Cloud Native Data Streaming Platform

Raj Kishore Singh

Published Dec 1, 2024

Overview and Core Components

This platform is designed to handle high-volume data ingestion, real-time processing, storage, analytics, and low-latency delivery to customers. The core components are:

1. Data Ingestion Layer: Ingests data from multiple sources like S3, Kafka, and Kinesis.

2. Processing Layer: Applies transformations, filtering, and schema validation.

3. Storage and Analytics Layer: Stores raw and processed data, enabling advanced analytics.

4. Customer Delivery Layer: Streams processed data to customers with minimal latency.

High-Level Architecture

Detail Level Architecture

Data Ingestion Layer

S3 Ingestion

Data Source: External publishers upload data to the S3 Landing Zone.
Workflow:

1. An SNS Notification is triggered for each new file.

2. An AWS Lambda Function:

• Parses and validates the schema.

• Publishes valid events to the messaging queue (Kafka/Kinesis).

• Writes invalid events to an Error Data Bucket.
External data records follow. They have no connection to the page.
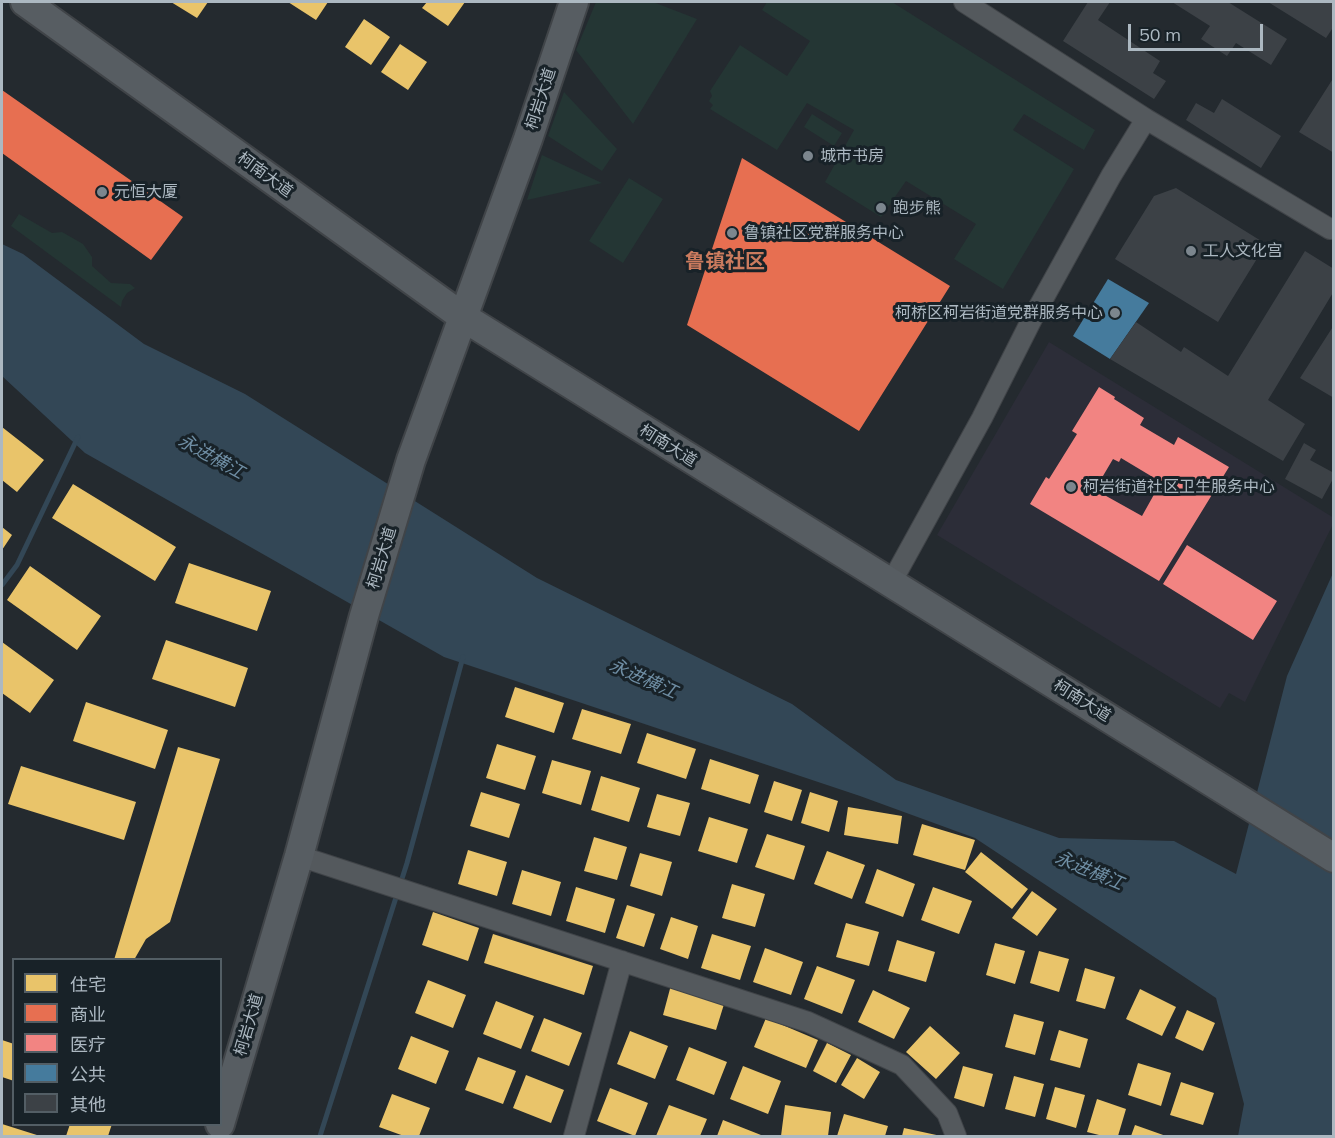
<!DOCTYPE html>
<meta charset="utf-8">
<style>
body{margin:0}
#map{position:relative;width:1335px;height:1138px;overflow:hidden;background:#242a2f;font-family:Mulish,"Noto Sans SC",sans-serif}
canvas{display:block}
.frame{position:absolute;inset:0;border:3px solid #acb8c1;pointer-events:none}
.legend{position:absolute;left:12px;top:958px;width:210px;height:168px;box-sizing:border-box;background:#182228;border:2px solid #535e65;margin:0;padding:8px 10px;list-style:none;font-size:18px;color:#acb8c1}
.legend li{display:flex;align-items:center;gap:12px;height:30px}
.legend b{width:30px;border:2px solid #535e65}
.scale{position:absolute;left:1128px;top:24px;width:135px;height:27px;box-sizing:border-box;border:3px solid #acb8c1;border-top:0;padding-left:8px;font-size:18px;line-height:21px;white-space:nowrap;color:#acb8c1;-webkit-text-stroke:4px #182228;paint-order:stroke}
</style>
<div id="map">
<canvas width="1335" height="1138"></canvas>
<div class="frame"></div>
<ul class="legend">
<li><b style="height:16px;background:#e9c46a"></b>住宅</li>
<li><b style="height:16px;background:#e76f51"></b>商业</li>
<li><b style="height:16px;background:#f28482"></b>医疗</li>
<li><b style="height:16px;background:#457b9d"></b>公共</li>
<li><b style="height:16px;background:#3c4146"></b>其他</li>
</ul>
<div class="scale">50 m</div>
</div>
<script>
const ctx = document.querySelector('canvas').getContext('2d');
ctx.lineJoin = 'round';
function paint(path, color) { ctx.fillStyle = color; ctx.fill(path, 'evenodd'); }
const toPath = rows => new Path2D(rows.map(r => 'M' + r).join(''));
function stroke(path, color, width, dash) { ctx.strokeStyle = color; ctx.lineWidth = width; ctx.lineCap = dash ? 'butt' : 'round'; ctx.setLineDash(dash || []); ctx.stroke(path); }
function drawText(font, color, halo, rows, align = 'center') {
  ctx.font = font + ' Mulish,"Noto Sans SC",sans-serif'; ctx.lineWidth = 6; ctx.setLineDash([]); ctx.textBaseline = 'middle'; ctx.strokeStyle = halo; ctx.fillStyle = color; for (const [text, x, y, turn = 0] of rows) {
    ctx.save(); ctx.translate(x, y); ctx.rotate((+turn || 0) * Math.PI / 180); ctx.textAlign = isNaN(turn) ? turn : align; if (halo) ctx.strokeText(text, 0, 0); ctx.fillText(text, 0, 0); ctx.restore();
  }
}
const medical = toPath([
 [1049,342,1334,518,1333,524,1245,702,1229,693,1220,708,937,535]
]);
const green = toPath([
 [596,2,653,2,697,19,633,124,576,50],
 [767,2,892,2,1095,130,1084,150,1024,114,1013,130,1074,169,1003,289,954,259,976,224,906,181,881,217,825,182,854,130,807,103,777,150,710,109,713,105,709,101,712,96,710,91,740,45,787,76,810,41,762,10],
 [564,92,617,149,602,171,548,136],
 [812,114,842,133,834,146,804,127],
 [542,155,602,183,527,200],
 [629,178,663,199,623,263,589,241],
 [19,214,52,233,62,232,83,244,92,257,92,266,111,283,130,284,135,288,127,293,122,301,121,307,11,226]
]);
const water = toPath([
 [2,244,23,254,144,344,245,394,537,578,792,704,896,780,1059,838,1174,841,1236,874,1287,676,1333,573,1333,1136,1238,1136,1244,1104,1216,998,975,838,860,796,444,657,85,453,2,376]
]);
const homes = toPath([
 [171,2,208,2,197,18],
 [288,2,328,2,316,20],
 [427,2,465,2,448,26,422,8],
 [364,19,390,37,371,65,345,47],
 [400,44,427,62,408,90,381,72],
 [2,427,44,460,17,492,2,480],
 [73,484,176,547,155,581,52,518],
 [2,527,12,535,2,550],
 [189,563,271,591,257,631,175,603],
 [30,566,101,616,77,650,7,600],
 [166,640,248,668,235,707,152,679],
 [2,642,54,680,30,713,2,693],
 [515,687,564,703,554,733,505,717],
 [86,702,168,730,155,769,73,741],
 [582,709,631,724,621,754,572,739],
 [647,733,696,749,686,779,637,763],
 [497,744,536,756,525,790,486,778],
 [178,747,220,759,170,922,146,939,134,960,114,960],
 [710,759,759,775,750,804,701,789],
 [552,760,591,771,581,805,542,793],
 [21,766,136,802,124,840,8,804],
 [601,776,640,788,629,822,591,810],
 [774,781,802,790,792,821,764,812],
 [481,792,520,804,509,838,470,826],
 [810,792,838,801,829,832,801,823],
 [657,794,690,803,680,836,647,827],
 [848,807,902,816,898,844,844,835],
 [709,817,748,829,737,863,698,851],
 [922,824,975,840,965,870,913,855],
 [767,834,805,846,794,880,755,867],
 [594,837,627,847,617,880,584,871],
 [468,850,507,862,497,896,458,884],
 [827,851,865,865,852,899,814,884],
 [981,852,1028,889,1012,909,965,872],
 [640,853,672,862,662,896,630,886],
 [877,869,915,884,903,917,865,903],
 [522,870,561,882,551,916,512,904],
 [732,884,765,894,755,927,722,918],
 [576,887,615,899,605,933,566,921],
 [933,887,972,901,959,934,921,920],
 [1032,891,1057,909,1037,936,1012,918],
 [627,905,655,914,644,947,616,938],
 [433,912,479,928,468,961,422,945],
 [671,917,698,926,688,959,660,949],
 [846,923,879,932,869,966,836,957],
 [493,934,593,966,584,995,484,963],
 [712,934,751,946,740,980,701,968],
 [897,940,935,952,926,982,888,971],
 [995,943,1025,951,1015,984,986,975],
 [765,948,803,962,791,995,753,982],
 [1039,951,1069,959,1059,992,1030,983],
 [817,966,855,980,842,1014,804,999],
 [1085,968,1115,977,1105,1009,1076,1001],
 [428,980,466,995,453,1028,415,1013],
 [671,985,725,1001,716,1030,663,1015],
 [1140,989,1176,1007,1162,1036,1126,1019],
 [873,990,910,1008,894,1039,858,1022],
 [496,1001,534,1016,521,1049,483,1034],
 [1187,1010,1215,1023,1203,1051,1175,1038],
 [1014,1014,1044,1022,1035,1055,1005,1047],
 [544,1018,582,1033,569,1066,531,1051],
 [766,1018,818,1040,806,1068,754,1047],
 [930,1026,960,1053,936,1079,906,1052],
 [1059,1030,1088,1039,1080,1068,1050,1060],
 [630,1031,668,1046,655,1079,617,1064],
 [411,1036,449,1051,436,1084,398,1069],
 [2,1040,14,1044,14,1081,2,1077],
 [827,1043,851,1055,836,1083,813,1071],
 [689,1047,727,1062,714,1095,676,1080],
 [478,1057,516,1071,503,1104,465,1090],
 [857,1058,880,1072,864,1099,841,1085],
 [1138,1063,1171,1073,1161,1106,1128,1095],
 [743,1066,781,1081,768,1114,730,1099],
 [963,1066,993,1074,984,1107,954,1098],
 [526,1075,564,1090,551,1123,513,1108],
 [1014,1076,1044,1084,1035,1117,1005,1109],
 [1181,1082,1214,1093,1203,1125,1170,1115],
 [1055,1087,1085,1095,1076,1128,1046,1119],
 [610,1088,648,1103,635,1136,597,1121],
 [392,1094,430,1108,419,1136,404,1136,379,1127],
 [1097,1099,1126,1109,1118,1136,1103,1136,1087,1132],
 [669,1105,707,1119,700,1136,656,1136],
 [785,1105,831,1112,828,1136,781,1136],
 [844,1114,888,1126,885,1136,837,1136],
 [723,1120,761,1135,760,1136,717,1136],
 [2,1124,40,1136,2,1136],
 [70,1124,112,1124,108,1136,66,1136],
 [1135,1125,1166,1136,1131,1136],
 [904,1128,941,1136,902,1136]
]);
const shops = toPath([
 [2,90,183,217,151,260,2,153],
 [742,158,950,286,859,431,687,325]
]);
const health = toPath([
 [1099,387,1115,397,1114,399,1144,418,1140,425,1174,445,1178,437,1229,467,1159,581,1030,504,1046,477,1049,479,1077,434,1072,431],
 [1121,458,1161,482,1142,516,1099,492,1104,483,1100,481,1113,459,1119,462],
 [1187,545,1277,601,1253,640,1163,584]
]);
const public = toPath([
 [1108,279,1149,303,1110,359,1073,336]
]);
const stream = toPath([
 [2,585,17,565,78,437],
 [320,1136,407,863,463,657]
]);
const building = toPath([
 [1088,2,1110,2,1098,20,1160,61,1153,73,1166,81,1154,99,1063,41],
 [1172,2,1228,2,1287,39,1271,65,1236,43,1227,56,1201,39,1210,26],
 [1268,2,1331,2,1334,3,1334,26,1326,38],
 [1334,77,1334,153,1299,132],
 [1222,99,1281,136,1261,168,1186,120,1196,103,1214,113],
 [1176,188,1266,244,1218,322,1115,259,1154,196],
 [1305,251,1334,269,1334,291,1268,400,1305,424,1283,461,1110,359,1136,322,1181,352,1184,347,1228,376],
 [1334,325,1334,398,1300,378],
 [1304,443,1316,450,1310,460,1334,473,1334,477,1322,499,1285,479]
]);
const street = toPath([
 [964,2,1146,119,1330,229],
 [891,583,982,418,1032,319,1111,176,1146,119],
 [299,856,808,1022,902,1065,947,1113,956,1136],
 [574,1136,622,961]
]);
const secondary = toPath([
 [25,2,463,317,1334,858],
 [220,1124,299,856,364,616,411,460,528,139,574,2]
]);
const markers = [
 [808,156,6,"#7c868e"],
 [102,192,6,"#7c868e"],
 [881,208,6,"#7c868e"],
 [732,233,6,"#7c868e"],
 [1191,251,6,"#7c868e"],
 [1115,313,6,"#7c868e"],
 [1071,487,6,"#7c868e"]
];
const streetNames = [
 ["柯岩大道",541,99,-72],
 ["柯南大道",265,175,36],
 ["柯南大道",668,446,32],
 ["柯岩大道",382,558,-73],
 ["柯南大道",1082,701,32],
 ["柯岩大道",249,1025,-74]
];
const poiNames = [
 ["城市书房",820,156],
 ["元恒大厦",114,192],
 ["跑步熊",893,208],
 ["鲁镇社区党群服务中心",744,233],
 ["工人文化宫",1203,251],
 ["柯桥区柯岩街道党群服务中心",1103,313,"right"],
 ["柯岩街道社区卫生服务中心",1083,487]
];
const waterNames = [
 ["永进横江",211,457,29],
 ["永进横江",643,679,24],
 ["永进横江",1089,871,23]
];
const quarterNames = [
 ["鲁镇社区",725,262]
];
paint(medical, '#2c2d38');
paint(green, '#243634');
paint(water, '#334756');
paint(homes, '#e9c46a');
paint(shops, '#e76f51');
paint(health, '#f28482');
paint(public, '#457b9d');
stroke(stream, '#334756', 5);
paint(building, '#3c4146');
stroke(street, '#404448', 22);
stroke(secondary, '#404448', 32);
stroke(street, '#54595d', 20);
stroke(secondary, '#575d62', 28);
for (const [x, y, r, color] of markers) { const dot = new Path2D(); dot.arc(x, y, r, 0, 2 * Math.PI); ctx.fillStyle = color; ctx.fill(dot); stroke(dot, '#182228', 2); }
drawText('16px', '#acb8c1', '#182228', streetNames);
drawText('16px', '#acb8c1', '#182228', poiNames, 'left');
drawText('italic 18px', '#6f8ea4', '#182228', waterNames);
drawText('bold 20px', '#cb7b5e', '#182228', quarterNames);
</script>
• Each data source has its own dedicated SNS Topic and Lambda Function.

Kafka/Kinesis Data Sources

Use Kafka/Kinesis Connectors for event ingestion.
Publishers validate events against a Schema Registry (e.g., Apache Avro) before publishing.

Data Validation

Implement a schema registry to enforce schema adherence.
Route invalid events to an error-handling pipeline.

Processing Layer

Streaming Processing

Use frameworks like Apache Spark Structured Streaming or Apache Flink for real-time data processing:

• Data Transformation: Format data as required.

• Deduplication: Eliminate duplicate events using event IDs.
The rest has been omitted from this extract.